La censure du Web prend de nombreuses formes et Google a toujours été une cible privilégiée en raison de sa domination des recherches sur le Web. Une affaire récemment révélée met en évidence à quel point les sociétés de gestion de réputation sont impitoyables et la vulnérabilité de Google face à des tactiques de censure sophistiquées.

Quelqu’un a réussi à censurer deux articles inquiétants qui étaient auparavant accessibles via les recherches Google. Le pirate informatique non identifié a intelligemment exploité une vulnérabilité de la plate-forme de recherche de Google et a réussi à effacer ces URL de l'index Web de Google.

L'examen cible Jack Poulson, un journaliste indépendant qui couvre la technologie et la sécurité nationale, a rapporté 404 Media. Poulsen a accidentellement découvert que deux de ses articles n'apparaissaient plus dans les résultats de recherche Google, même s'il recherchait le titre exact avec des guillemets, les résultats étaient introuvables.

Les articles manquants se concentraient sur le PDG de Premise Data, Delwin Maurice Blackman, qui a été arrêté en 2021 et accusé de violence domestique. Poulson a signalé l'affaire à la Freedom of the Press Foundation, une organisation à but non lucratif qui défend les droits des journalistes. Ahmed Zidan, directeur associé de l'audience à la Fondation pour la liberté de la presse, s'est saisi de l'affaire et a finalement découvert une vulnérabilité jusqu'alors inconnue dans l'outil « Actualiser le contenu expiré » de Google.

Lorsqu'un résultat de recherche est expiré ou qu'il renvoie vers une page qui n'existe plus, les utilisateurs peuvent utiliser l'outil « Actualiser le contenu expiré » de Google pour demander des résultats de recherche mis à jour. Plus tôt cette année, la Freedom of the Press Foundation a découvert plusieurs demandes soumises via l'outil ciblant les articles de Jack Poulsen sur l'affaire Blackman.

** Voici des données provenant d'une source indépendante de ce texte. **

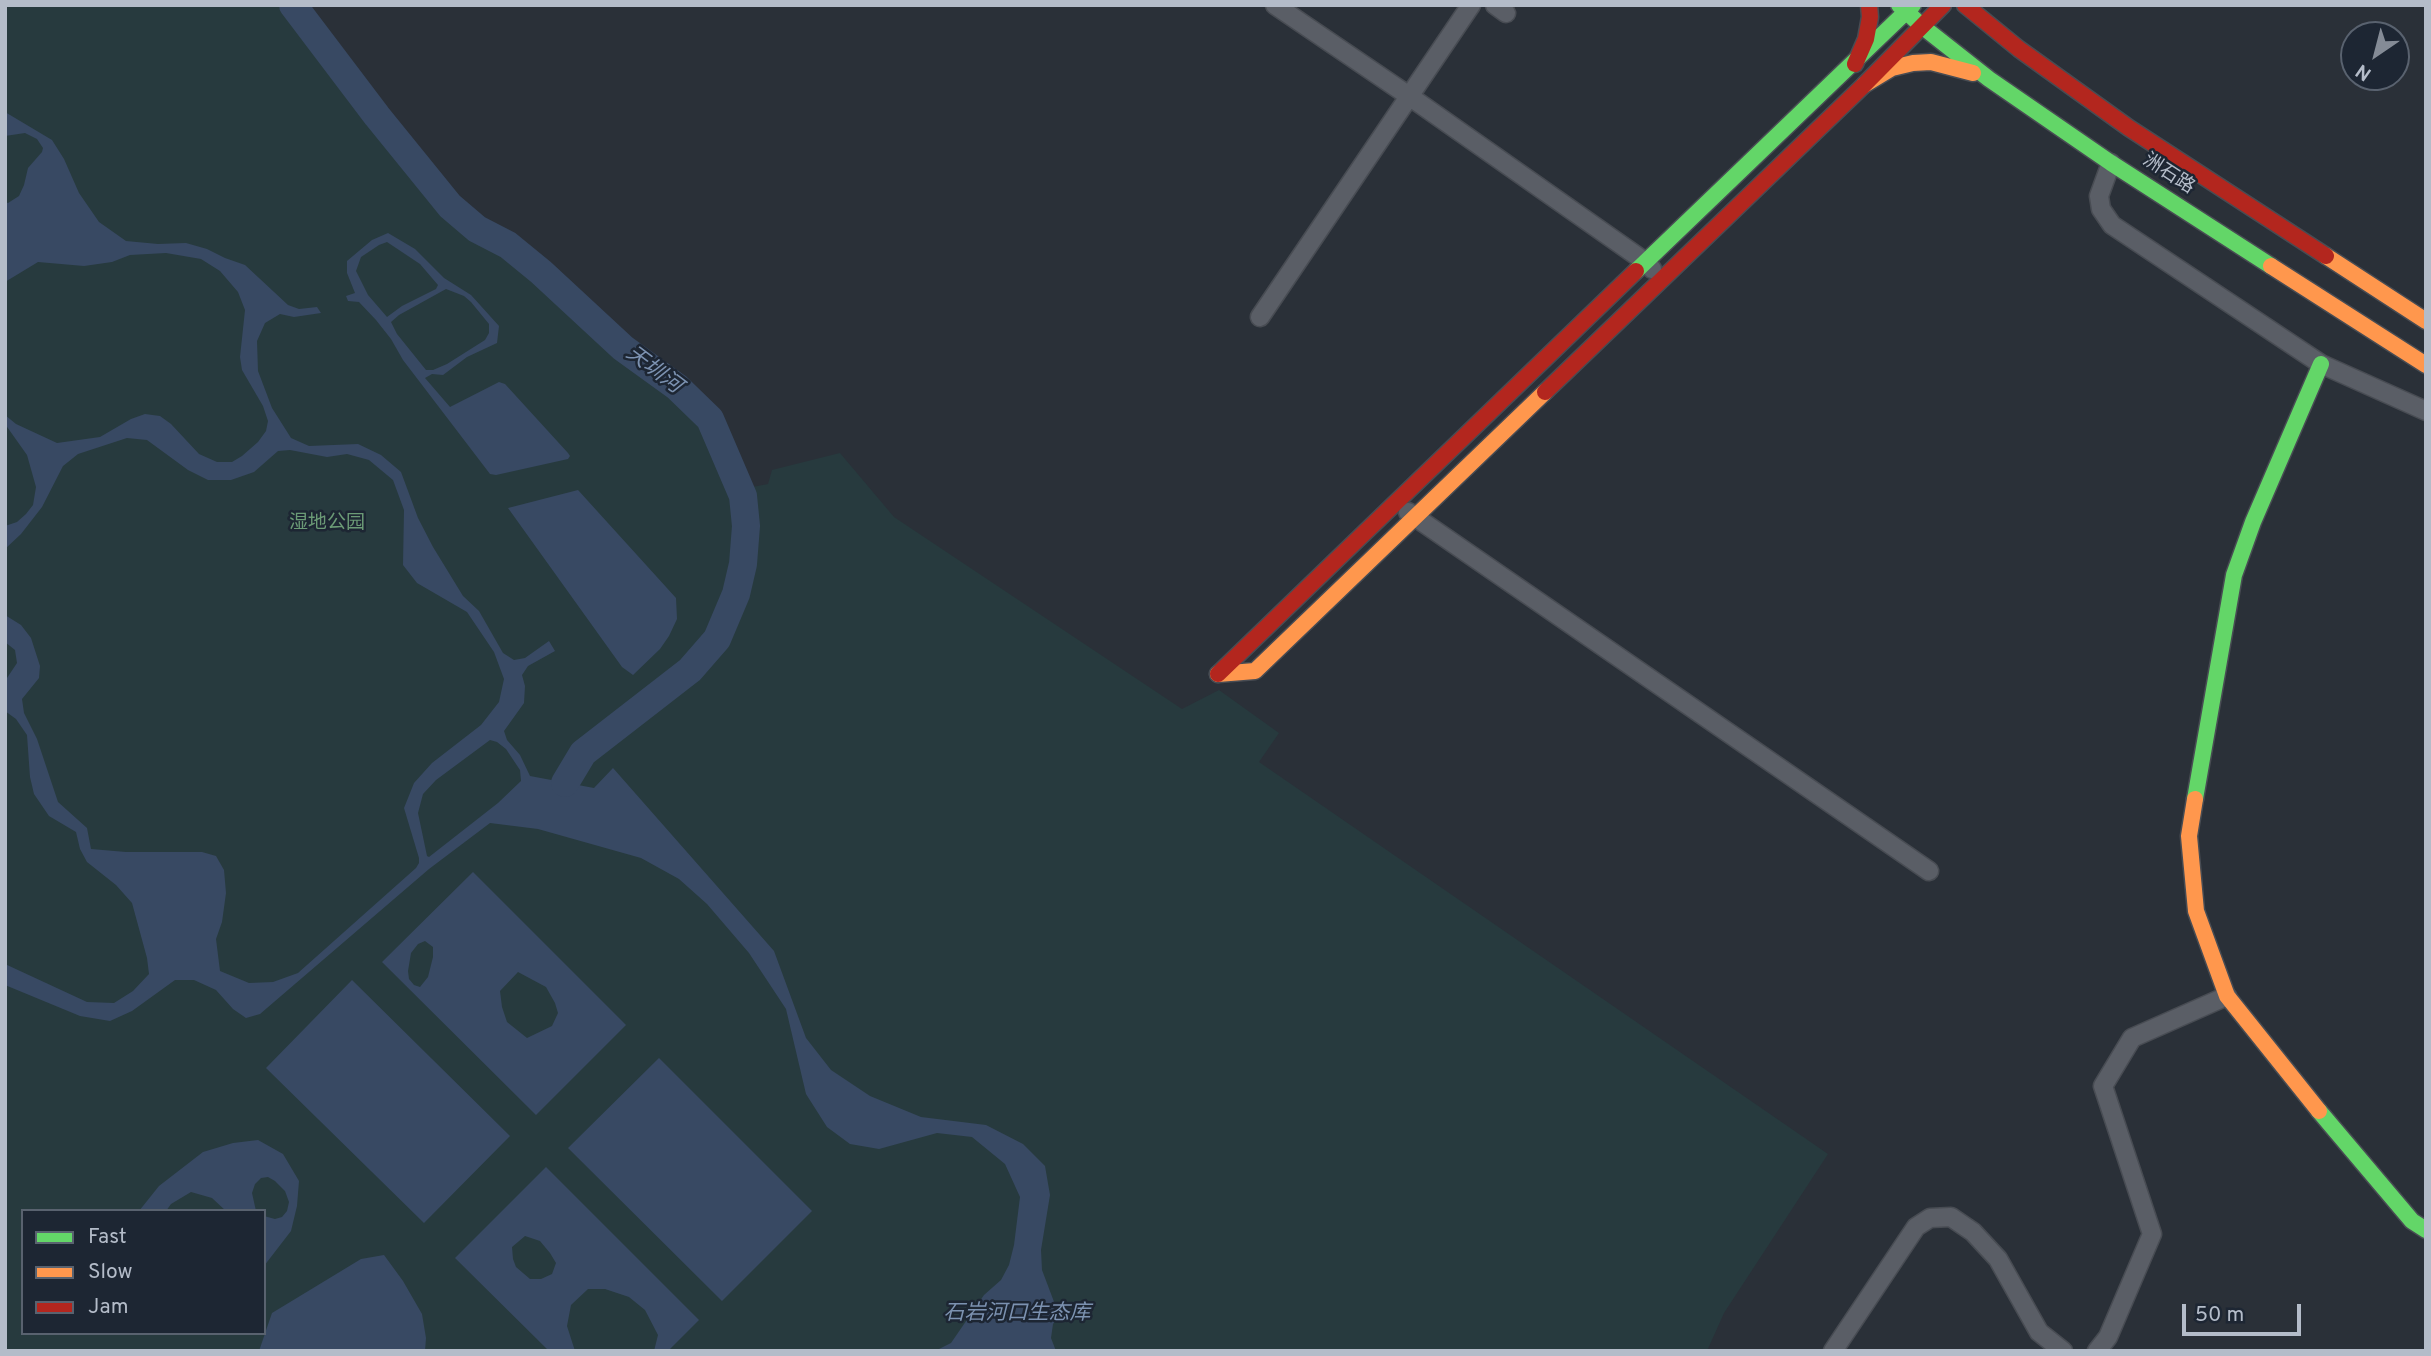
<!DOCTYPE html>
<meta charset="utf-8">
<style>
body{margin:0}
#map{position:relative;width:2431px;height:1356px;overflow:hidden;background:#2a3038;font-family:Overpass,sans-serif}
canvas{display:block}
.frame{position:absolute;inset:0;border:7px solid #b4bcc9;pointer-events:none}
.legend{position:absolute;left:21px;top:1209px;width:245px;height:126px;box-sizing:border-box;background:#1d2633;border:2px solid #59626f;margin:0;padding:9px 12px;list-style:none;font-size:21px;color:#b4bcc9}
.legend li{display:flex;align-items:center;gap:14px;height:35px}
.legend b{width:35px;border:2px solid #59626f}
.north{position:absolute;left:2340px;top:21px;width:70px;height:70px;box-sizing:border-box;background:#1d2633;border:2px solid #59626f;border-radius:50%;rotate:215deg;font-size:19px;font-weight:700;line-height:28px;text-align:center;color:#b4bcc9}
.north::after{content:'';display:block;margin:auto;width:24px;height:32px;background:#848b96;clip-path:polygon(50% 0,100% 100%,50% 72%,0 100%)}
.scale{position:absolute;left:2182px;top:1304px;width:119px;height:32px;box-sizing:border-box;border:4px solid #b4bcc9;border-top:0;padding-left:9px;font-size:21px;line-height:24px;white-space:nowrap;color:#b4bcc9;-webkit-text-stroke:5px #1d2633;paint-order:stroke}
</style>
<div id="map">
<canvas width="2431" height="1356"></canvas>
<div class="frame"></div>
<ul class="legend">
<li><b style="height:9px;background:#63d668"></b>Fast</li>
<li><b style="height:9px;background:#ff974d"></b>Slow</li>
<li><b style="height:9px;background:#b3261e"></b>Jam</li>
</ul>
<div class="north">N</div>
<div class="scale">50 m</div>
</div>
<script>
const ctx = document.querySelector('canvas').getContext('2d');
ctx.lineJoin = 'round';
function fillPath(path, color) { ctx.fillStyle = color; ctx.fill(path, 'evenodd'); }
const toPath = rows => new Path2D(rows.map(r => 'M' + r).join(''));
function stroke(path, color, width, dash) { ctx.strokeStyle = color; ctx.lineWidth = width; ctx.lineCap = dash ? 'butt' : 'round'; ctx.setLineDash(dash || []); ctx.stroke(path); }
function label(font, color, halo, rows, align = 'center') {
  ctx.font = font + ' Overpass,"Noto Sans SC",sans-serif'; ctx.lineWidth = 5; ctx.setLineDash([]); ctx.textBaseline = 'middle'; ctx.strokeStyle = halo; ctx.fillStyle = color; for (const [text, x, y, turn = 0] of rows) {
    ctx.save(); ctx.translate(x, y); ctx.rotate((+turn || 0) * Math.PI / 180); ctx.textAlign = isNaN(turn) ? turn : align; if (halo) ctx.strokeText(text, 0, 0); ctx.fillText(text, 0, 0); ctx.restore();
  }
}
const green = toPath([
 [5,5,287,5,373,122,453,218,480,240,510,253,550,285,622,354,649,376,674,392,705,423,726,462,736,490,768,484,772,470,840,453,894,517,1182,709,1219,690,1279,733,1259,762,1828,1154,1724,1313,1707,1351,5,1351],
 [23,1211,264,1211,264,1333,23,1333]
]);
const water = toPath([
 [5,112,52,140,64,159,79,193,99,222,126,241,158,244,186,243,207,249,225,258,245,265,288,305,299,309,317,307,321,313,294,317,280,314,265,323,257,341,258,371,272,408,291,438,309,446,358,444,381,455,401,472,418,518,433,547,463,596,479,611,503,653,514,660,525,658,549,641,555,651,528,666,522,675,525,686,524,703,504,731,507,740,520,755,530,776,594,788,613,768,774,951,806,1038,831,1070,870,1096,921,1117,986,1125,1023,1144,1045,1166,1050,1195,1041,1250,1042,1270,1059,1315,1053,1324,1051,1338,1056,1351,935,1351,951,1343,984,1295,1001,1280,1009,1265,1014,1245,1020,1197,1005,1164,972,1137,937,1133,879,1149,850,1144,827,1127,806,1094,786,1009,749,953,707,904,679,879,641,858,538,829,490,823,429,869,260,1014,246,1018,233,1009,216,990,194,980,175,980,132,1011,110,1021,80,1016,5,985,5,964,87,1002,114,1003,133,991,149,974,147,958,132,903,116,885,87,862,80,849,76,832,49,816,34,794,30,777,27,735,16,719,5,711,5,681,17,663,15,650,5,642,5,615,21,625,31,638,40,666,39,678,22,699,24,713,37,739,58,802,87,828,91,849,126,852,202,852,216,856,224,870,226,893,222,922,216,939,220,971,249,983,273,982,298,973,416,868,419,863,419,858,404,808,414,783,432,763,481,725,499,702,504,679,494,652,467,612,417,583,403,565,404,510,393,480,369,460,347,454,327,457,290,450,278,451,254,472,231,480,208,480,188,470,147,440,127,438,78,454,63,466,42,507,21,534,5,549,5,526,17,522,26,514,33,505,36,487,27,455,5,424,5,415,16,424,57,443,100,437,131,419,145,414,160,416,171,424,199,454,217,462,232,462,242,456,258,442,266,431,268,421,263,406,242,370,240,357,245,310,238,292,220,271,201,259,166,253,130,255,112,262,84,266,38,262,5,282,5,202,8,203,19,196,24,185,28,168,42,152,43,148,37,139,25,133,5,136],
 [490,740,497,742,506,749,520,770,521,781,498,803,429,857,427,856,418,813,423,794,436,780],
 [388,233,415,249,444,278,471,295,499,326,497,343,467,357,443,375,432,374,425,378,450,407,499,382,505,384,568,453,570,456,568,459,496,475,490,474,403,360,391,339,376,320,359,302,348,301,346,296,355,293,347,273,347,261,372,240],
 [387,242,420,264,438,285,436,289,402,306,387,317,368,295,356,271,361,257,379,245],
 [446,289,464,296,471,302,489,324,489,333,485,340,447,364,433,370,426,370,397,334,391,322,399,315],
 [578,490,676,598,677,619,669,636,660,649,633,675,622,667,508,508],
 [473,872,626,1025,536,1115,382,962],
 [425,941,433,947,433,957,428,977,420,987,414,985,409,979,408,971,411,953,418,944],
 [518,972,546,987,555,1003,558,1013,552,1026,527,1038,507,1022,502,1007,500,991],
 [352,980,510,1136,424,1223,266,1068],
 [659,1058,812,1211,722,1301,568,1148],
 [258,1140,283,1154,299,1181,297,1206,291,1231,264,1266,264,1216,275,1219,282,1217,287,1211,289,1202,285,1191,275,1181,268,1177,261,1178,255,1184,252,1193,256,1211,226,1211,212,1198,191,1192,171,1204,166,1211,139,1211,159,1186,203,1152,233,1143],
 [546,1167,699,1320,668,1351,654,1351,658,1335,645,1310,629,1297,605,1289,588,1289,571,1305,567,1326,575,1351,549,1351,455,1258],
 [525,1236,540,1241,550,1253,556,1263,552,1274,541,1279,530,1279,516,1267,513,1259,512,1247],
 [384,1255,403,1281,422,1314,426,1338,425,1351,259,1351,272,1313,361,1259]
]);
const river = toPath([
 [293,5,377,116,450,206,477,229,508,245,541,272,623,348,677,387,710,419,743,496,746,526,743,564,736,594,717,639,690,670,583,753,565,783]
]);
const street = toPath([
 [1275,5,1409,96,1647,263,1652,269],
 [1495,5,1506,13],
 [2111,163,2099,196,2101,209,2112,225,2321,364,2426,411],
 [1260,317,1471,5],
 [1408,512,1929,871],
 [1833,1351,1916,1227,1930,1218,1951,1217,1973,1232,1998,1259,2039,1332,2063,1351],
 [2097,1351,2108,1337,2152,1234,2103,1086,2132,1038,2227,996]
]);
const fast = toPath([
 [1899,5,1923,27,1989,79,2111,163,2271,266],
 [1636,271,1913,5],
 [2195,799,2234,575,2253,522,2321,364],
 [2319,1111,2412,1221,2426,1230]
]);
const slow = toPath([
 [1864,85,1892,68,1913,63,1931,62,1973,73],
 [2326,256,2426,321],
 [2271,266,2426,365],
 [1218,674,1255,671,1545,392],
 [2195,799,2189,836,2196,911,2227,996,2319,1111]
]);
const jam = toPath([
 [1965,5,2019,49,2129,128,2326,256],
 [1855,64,1866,39,1870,17,1869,5],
 [1545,392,1864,85,1943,5],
 [1218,674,1636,271]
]);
const streetNames = [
 ["洲石路",2168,175,33]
];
const parkNames = [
 ["湿地公园",327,524]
];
const waterNames = [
 ["天圳河",653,371,37],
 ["石岩河口生态库",1017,1315]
];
fillPath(green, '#273a3e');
fillPath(water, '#384963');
stroke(river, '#384963', 28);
stroke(street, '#484c53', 21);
stroke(fast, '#484c53', 19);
stroke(slow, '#484c53', 19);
stroke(jam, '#484c53', 19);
stroke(street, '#5a5e66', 18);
stroke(fast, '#63d668', 16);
stroke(slow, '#ff974d', 16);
stroke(jam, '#b3261e', 16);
label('19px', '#b4bcc9', '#1d2633', streetNames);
label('19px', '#6b9a76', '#1d2633', parkNames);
label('italic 21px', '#7c92b1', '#1d2633', waterNames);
</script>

Chaque requête faisait référence à une version légèrement mal formée de l'URL de l'article, avec une majuscule différente. Après l'expiration de la première demande, la même partie a soumis des demandes supplémentaires, en modifiant à chaque fois la casse des lettres différemment. Lorsque Google a tenté de réindexer l'URL mal formée, il a rencontré une erreur HTTP 404, ce qui signifie que la page semblait manquante.

    Plutôt que de traiter l'erreur comme un simple lien mort, les robots d'exploration de Google ont entièrement supprimé par erreur le bon article de son index de recherche. Google a ensuite confirmé l'existence de la vulnérabilité, mais n'a pas révélé combien de requêtes frauduleuses avaient tenté de l'exploiter, a rapporté 404 Media.

    "Nous espérons sincèrement que Google et les autres plateformes sociales seront plus transparentes envers les organisations de défense de la liberté de la presse", a déclaré Zidan.

    Il est probable que des sociétés de gestion de réputation, ou même des programmeurs expérimentés représentant des parties prenantes telles que Delwin Morris Blackman, tentent d'exploiter l'outil de « rafraîchissement » de Google depuis un certain temps. La vulnérabilité découverte par Poulson et la FPF est extrêmement tentante pour censurer des informations légitimes au nom de la maintenance technique.